Mais de mil meninas em idade escolar no sofreram com suspeitos ataques de “veneno leve” por todo o país desde novembro de 2022. As investigações sobre os incidentes dividem opiniões de especialistas e da comunidade internacional.
Os primeiros casos de envenenamento ocorreram em Qom, uma cidade altamente religiosa a cerca de 130 quilômetros de Teerã.
Alguns observadores dizem que os envenenamentos podem ser ataques – uma resposta dos conservadores aos protestos liderados por mulheres e meninas que convulsionaram o Irã desde a morte de Mahsa Amini, em setembro. Porém, outros afirmam que os casos podem se tratar de “doenças sociogênicas em massa”.

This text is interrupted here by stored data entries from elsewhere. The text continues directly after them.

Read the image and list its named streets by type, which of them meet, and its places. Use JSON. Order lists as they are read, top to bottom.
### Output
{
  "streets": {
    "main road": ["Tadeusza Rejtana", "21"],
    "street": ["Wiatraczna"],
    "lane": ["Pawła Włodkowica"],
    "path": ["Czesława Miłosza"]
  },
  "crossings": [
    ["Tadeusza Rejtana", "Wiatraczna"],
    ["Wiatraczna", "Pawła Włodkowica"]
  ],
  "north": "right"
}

“Ninguém acredita que seja coincidência que tenha seguido os protestos”, disse Deepa Parent, jornalista de direitos humanos que cobriu a história para o jornal britânico The Guardian. “O que você ouve de ativistas e nas redes de protesto é que isso é vingança contra essas meninas e suas famílias.”
A jornalista conta que depois da morte de Mahsa, uma jovem curda que morreu sob custódia da polícia da moralidade iraniana, os universitários foram os primeiros a sair às ruas. Logo depois, três adolescentes morreram com golpes na cabeça: Setareh Tajik, Sarina Esmailzadeh e Nika Shahkarami. As mortes aumentaram a tensão no país e mais estudantes começaram a faltar às aulas para ir aos protestos.
A educação das meninas tornou-se uma parte aceita e bastante comum da vida no Irã. Desde 2011, as mulheres superaram os homens nas universidades e, segundo o Banco Mundial, a alfabetização feminina aumentou de 26% em 1976, antes da Revolução Islâmica, para 85%, em 2021. No entanto, a educação feminina ainda é alvo da ala mais conservadora do país.
“Um médico me disse que, com base nos sintomas que estão vendo, é provável que seja um agente organofosforado fraco [amplamente usado na agricultura como pesticida]”, disse Parent. Segundo o médico, os sintomas seriam semelhantes aos de pessoas que trabalham em ambientes agrícolas ou militares.
Entre os observadores, também existem alegações de que os incidentes são manifestações de uma “doença sociogênica em massa”, ou seja, fenômenos nos quais os sintomas se espalham sem uma causa biomédica clara. Os defensores desse argumento destacam a repressão dos protestos como um possível gatilho.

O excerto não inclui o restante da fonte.